Collection by Zach Edelson
Expert Tips and Tricks for Designing Small Dwellings
Our upcoming November 2015 Small Spaces issue explores some of the worlds best homes, all sized 970 to 55 square feet. We've asked the architects behind those houses to help us think big and design small: what were their big takeaways learned from first-hand experience?
Tasked with transforming a 93-square-foot brick boiler room into a guesthouse, architect and metalworker Christi Azevedo flexed her creative muscle. The architect spent a year and a half designing and fabricating nearly everything in the structure save for the original brick walls. "I treated the interior like a custom piece of furniture," she says.
The three levels of the house transition from public to private: The ground floor is composed of the kitchen and living-dining area; the bathroom and closet occupy the mezzanine, accessed by a ship’s ladder; and the sleeping loft hovers a couple steps above. The seminal 1970s tome A Pattern Language, written by Christopher Alexander, Sara Ishikawa, and Murray Silverstein, inspired the layout. “I’m a huge proponent of the [book],” says Azevedo. “I like the ideas of a bed as an alcove, natural light on two sides of a room, varying ceiling heights, and different levels of privacy.”

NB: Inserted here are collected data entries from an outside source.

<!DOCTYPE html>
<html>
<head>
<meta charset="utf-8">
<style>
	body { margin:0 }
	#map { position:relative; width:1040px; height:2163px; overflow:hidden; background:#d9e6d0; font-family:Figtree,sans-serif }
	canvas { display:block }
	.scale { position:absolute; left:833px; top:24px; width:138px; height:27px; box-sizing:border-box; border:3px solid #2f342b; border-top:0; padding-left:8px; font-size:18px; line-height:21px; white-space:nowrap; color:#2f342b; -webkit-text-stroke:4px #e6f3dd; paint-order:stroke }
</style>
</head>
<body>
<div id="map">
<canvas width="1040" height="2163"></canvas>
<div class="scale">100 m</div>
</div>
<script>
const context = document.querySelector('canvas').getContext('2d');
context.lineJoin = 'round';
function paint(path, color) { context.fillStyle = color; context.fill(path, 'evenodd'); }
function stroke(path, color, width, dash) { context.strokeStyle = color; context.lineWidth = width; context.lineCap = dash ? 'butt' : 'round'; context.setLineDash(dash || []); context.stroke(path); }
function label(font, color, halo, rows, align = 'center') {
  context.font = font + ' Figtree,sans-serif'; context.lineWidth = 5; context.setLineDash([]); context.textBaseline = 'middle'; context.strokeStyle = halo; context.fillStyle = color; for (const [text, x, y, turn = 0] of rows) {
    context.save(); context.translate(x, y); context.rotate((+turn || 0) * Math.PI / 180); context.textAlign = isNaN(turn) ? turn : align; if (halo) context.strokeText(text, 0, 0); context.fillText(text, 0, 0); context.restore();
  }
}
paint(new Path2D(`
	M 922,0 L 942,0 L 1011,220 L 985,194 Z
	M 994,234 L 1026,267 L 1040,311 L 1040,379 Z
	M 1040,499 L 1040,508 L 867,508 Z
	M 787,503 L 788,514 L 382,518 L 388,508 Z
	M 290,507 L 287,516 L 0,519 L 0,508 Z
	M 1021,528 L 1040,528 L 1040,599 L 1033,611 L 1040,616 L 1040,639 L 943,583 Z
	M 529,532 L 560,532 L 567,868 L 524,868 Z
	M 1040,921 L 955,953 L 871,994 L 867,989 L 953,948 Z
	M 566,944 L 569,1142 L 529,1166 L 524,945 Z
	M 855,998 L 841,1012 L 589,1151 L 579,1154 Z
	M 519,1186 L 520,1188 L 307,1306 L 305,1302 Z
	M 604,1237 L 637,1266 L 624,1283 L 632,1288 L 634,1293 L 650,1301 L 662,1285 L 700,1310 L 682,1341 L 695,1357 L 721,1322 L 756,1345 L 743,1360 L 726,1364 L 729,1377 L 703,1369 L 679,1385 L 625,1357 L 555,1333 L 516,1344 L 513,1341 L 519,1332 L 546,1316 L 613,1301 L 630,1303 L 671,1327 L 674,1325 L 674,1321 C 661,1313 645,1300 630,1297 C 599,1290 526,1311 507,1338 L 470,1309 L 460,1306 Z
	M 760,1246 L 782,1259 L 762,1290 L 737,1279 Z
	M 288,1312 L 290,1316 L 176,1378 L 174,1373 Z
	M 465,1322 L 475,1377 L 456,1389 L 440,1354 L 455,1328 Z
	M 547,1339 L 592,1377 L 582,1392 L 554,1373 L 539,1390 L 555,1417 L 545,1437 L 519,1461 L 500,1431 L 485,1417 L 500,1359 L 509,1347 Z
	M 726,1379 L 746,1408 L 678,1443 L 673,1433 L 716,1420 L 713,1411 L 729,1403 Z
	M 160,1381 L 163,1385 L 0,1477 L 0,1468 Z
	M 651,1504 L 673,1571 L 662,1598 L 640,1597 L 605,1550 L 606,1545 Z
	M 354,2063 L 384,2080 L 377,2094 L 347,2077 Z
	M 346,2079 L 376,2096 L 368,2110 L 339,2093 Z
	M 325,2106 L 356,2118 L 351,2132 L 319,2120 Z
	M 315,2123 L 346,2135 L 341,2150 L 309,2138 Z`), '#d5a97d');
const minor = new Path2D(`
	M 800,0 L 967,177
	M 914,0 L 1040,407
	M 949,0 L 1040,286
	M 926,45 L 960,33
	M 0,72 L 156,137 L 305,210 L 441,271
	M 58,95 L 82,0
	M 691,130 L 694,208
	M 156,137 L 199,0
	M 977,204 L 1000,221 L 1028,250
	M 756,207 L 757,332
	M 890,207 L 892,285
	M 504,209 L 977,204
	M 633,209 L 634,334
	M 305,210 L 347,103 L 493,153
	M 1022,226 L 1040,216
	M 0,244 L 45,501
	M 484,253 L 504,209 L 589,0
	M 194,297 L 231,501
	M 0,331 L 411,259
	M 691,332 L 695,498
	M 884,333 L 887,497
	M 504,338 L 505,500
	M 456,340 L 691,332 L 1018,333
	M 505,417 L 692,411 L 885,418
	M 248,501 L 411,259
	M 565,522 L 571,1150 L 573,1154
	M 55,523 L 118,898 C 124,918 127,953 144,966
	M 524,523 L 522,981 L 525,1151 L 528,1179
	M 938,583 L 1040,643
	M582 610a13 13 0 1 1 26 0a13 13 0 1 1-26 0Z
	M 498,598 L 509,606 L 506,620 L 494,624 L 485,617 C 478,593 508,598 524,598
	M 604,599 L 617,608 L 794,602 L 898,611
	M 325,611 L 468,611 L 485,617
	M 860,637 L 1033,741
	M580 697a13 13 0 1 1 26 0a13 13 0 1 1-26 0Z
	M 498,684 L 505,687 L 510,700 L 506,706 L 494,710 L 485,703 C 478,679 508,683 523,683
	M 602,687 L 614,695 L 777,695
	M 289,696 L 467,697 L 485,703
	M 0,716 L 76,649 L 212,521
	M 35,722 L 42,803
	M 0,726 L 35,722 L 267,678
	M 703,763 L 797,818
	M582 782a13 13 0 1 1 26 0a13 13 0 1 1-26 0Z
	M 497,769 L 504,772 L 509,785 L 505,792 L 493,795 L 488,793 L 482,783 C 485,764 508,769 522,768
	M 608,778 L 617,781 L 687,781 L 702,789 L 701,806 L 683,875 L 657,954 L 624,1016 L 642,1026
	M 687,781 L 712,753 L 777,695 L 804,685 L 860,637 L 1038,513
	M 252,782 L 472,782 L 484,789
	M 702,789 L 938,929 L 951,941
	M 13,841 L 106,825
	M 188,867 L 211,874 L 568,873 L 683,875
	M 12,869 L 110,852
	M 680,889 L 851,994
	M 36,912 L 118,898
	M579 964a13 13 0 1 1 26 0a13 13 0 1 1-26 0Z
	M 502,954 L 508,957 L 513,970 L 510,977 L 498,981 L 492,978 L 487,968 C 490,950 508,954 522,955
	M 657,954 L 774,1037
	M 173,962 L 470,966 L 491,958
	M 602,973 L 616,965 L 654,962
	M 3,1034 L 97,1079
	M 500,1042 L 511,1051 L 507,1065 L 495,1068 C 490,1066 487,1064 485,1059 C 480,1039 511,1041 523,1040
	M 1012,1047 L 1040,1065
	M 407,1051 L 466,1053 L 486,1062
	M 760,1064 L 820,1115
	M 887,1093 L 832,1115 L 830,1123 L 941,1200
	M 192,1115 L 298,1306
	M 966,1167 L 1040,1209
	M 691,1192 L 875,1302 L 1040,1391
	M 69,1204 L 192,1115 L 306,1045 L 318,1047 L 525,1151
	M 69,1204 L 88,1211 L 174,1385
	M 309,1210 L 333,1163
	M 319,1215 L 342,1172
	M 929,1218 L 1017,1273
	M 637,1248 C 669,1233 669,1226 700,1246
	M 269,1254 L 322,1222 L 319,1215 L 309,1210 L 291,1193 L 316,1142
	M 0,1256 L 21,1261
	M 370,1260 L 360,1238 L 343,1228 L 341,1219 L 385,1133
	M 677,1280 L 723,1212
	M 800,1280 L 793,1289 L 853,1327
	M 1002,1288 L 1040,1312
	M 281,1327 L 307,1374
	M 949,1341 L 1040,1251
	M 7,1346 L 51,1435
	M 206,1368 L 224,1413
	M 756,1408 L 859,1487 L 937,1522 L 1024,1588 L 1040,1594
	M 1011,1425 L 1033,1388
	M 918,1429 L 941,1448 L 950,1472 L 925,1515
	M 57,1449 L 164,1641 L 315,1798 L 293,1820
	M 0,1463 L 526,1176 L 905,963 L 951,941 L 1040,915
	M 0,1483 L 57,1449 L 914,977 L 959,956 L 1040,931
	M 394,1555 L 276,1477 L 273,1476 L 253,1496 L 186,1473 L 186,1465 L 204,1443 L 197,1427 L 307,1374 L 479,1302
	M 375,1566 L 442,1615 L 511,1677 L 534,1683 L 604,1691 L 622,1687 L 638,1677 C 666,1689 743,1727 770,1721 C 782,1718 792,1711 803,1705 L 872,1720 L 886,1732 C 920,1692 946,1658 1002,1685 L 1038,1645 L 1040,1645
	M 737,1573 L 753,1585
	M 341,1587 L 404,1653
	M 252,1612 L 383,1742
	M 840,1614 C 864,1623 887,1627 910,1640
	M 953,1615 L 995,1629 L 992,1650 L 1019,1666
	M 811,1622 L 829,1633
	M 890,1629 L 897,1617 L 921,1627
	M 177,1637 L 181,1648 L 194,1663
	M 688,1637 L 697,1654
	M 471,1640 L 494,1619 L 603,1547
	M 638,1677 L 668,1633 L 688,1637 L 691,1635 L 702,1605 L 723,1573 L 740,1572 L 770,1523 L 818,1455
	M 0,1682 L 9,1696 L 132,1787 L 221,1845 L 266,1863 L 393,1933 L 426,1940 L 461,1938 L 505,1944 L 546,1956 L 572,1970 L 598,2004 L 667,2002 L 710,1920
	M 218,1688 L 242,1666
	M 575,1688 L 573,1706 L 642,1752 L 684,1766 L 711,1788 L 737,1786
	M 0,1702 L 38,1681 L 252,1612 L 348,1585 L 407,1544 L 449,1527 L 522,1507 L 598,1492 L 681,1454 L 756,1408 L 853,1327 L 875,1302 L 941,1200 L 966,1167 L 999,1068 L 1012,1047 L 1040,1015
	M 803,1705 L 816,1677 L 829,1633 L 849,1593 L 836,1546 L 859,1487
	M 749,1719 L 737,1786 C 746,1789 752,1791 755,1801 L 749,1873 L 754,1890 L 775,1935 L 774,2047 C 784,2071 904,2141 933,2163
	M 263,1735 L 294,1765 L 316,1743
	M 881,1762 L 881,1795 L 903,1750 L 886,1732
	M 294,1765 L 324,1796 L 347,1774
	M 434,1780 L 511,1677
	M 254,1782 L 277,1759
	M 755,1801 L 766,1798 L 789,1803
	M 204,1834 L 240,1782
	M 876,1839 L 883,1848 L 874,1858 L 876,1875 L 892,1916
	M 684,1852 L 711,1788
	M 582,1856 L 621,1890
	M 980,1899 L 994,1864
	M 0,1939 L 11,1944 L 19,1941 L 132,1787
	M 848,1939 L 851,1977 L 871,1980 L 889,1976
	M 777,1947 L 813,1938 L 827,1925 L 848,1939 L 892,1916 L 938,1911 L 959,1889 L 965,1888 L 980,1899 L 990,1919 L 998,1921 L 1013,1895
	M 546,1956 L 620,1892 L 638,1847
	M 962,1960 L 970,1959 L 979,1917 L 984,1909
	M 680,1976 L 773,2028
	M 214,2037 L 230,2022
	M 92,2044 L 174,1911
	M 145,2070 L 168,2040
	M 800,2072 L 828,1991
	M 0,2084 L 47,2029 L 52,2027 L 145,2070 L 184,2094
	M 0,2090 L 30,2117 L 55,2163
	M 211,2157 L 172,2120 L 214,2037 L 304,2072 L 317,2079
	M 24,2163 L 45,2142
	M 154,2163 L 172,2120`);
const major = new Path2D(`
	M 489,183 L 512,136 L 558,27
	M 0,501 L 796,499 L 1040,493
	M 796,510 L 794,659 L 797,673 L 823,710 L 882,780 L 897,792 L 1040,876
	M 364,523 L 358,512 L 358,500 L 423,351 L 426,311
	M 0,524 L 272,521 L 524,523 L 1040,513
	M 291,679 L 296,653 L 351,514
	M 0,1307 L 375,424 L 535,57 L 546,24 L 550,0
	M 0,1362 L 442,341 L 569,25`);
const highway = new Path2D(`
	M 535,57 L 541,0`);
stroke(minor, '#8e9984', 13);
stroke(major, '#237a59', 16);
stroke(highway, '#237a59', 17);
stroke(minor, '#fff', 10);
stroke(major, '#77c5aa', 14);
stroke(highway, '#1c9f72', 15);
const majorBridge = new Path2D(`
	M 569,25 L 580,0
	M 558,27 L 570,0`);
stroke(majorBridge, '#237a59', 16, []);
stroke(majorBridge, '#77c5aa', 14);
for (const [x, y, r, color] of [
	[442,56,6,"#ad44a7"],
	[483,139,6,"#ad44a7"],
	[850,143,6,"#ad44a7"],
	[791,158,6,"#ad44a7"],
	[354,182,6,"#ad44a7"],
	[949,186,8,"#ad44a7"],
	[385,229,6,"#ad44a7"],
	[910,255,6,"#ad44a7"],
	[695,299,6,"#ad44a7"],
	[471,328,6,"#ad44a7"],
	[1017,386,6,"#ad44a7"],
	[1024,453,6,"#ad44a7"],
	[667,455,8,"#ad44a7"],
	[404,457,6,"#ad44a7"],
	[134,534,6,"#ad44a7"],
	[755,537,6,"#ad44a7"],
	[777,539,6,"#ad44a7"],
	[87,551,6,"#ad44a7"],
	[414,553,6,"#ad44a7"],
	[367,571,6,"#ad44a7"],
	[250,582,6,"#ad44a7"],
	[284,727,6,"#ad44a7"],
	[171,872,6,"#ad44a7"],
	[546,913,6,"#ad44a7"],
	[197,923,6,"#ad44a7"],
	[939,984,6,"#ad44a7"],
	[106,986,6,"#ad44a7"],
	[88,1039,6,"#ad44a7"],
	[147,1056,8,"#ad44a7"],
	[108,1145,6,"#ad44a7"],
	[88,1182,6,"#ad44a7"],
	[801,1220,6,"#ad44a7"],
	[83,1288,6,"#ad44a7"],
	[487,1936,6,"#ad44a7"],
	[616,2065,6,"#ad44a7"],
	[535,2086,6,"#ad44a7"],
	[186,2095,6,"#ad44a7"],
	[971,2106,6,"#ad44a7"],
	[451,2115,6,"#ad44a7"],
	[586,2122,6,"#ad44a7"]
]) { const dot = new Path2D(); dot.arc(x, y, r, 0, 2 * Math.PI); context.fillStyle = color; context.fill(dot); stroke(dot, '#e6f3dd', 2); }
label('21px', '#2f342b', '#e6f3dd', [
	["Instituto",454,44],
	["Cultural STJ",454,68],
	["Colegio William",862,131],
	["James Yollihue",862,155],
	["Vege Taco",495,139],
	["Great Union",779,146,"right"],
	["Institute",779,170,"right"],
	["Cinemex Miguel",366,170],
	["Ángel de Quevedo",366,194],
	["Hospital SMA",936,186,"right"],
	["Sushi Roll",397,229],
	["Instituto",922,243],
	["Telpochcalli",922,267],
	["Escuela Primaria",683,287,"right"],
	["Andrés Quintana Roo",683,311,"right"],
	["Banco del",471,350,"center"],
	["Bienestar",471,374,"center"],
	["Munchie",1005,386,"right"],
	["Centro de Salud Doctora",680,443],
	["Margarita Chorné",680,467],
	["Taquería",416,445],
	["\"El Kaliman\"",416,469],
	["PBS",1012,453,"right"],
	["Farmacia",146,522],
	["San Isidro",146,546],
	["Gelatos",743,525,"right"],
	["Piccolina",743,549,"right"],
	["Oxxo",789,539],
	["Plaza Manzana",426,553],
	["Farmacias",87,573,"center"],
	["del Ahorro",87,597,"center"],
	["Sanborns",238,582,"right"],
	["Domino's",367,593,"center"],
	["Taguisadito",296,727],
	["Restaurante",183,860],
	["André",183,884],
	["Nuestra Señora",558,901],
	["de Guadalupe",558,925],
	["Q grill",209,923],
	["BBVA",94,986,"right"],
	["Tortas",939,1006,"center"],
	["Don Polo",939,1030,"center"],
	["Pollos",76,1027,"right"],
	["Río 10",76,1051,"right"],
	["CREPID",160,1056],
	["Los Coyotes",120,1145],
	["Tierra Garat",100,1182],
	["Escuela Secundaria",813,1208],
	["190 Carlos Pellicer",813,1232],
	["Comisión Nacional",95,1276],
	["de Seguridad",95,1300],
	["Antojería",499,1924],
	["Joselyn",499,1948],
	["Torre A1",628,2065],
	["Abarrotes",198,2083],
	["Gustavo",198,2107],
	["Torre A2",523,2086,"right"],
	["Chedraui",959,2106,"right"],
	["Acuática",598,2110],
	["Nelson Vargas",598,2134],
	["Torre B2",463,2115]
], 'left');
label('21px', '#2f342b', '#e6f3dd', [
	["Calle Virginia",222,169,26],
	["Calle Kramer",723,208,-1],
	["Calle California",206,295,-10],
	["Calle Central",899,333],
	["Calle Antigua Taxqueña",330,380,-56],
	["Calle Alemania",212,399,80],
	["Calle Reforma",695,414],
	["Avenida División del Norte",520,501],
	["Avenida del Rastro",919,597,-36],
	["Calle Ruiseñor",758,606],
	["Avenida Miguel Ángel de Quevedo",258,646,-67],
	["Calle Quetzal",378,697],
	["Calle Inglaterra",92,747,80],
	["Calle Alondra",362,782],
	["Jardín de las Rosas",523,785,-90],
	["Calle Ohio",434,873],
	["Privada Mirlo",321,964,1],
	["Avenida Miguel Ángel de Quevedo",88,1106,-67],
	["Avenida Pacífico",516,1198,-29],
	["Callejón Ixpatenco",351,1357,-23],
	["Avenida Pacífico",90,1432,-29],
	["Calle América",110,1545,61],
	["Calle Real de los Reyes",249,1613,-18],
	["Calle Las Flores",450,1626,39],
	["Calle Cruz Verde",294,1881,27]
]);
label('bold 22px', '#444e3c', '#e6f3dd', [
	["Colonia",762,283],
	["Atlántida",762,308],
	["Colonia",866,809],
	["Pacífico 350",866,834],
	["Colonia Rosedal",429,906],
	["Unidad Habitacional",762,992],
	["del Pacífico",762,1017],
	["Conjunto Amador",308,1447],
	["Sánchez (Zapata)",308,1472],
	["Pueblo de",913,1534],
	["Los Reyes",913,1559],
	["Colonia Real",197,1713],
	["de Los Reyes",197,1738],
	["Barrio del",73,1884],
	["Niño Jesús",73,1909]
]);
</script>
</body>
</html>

Architect Greg Dufner carefully devised his own Greenwich Village apartment's interior; he used multiple strategies to carve several spaces within its single main room. He says "I think our main take away when designing a small space has always been 'creative built-ins.' This means eliminating sheet rock walls when possible and creating built-in cabinetry as room dividers. It also means, there is no such thing as 'left over space.' Every space should be built-out with custom sized built-ins to maximize storage. It's like detailing a luxury yacht."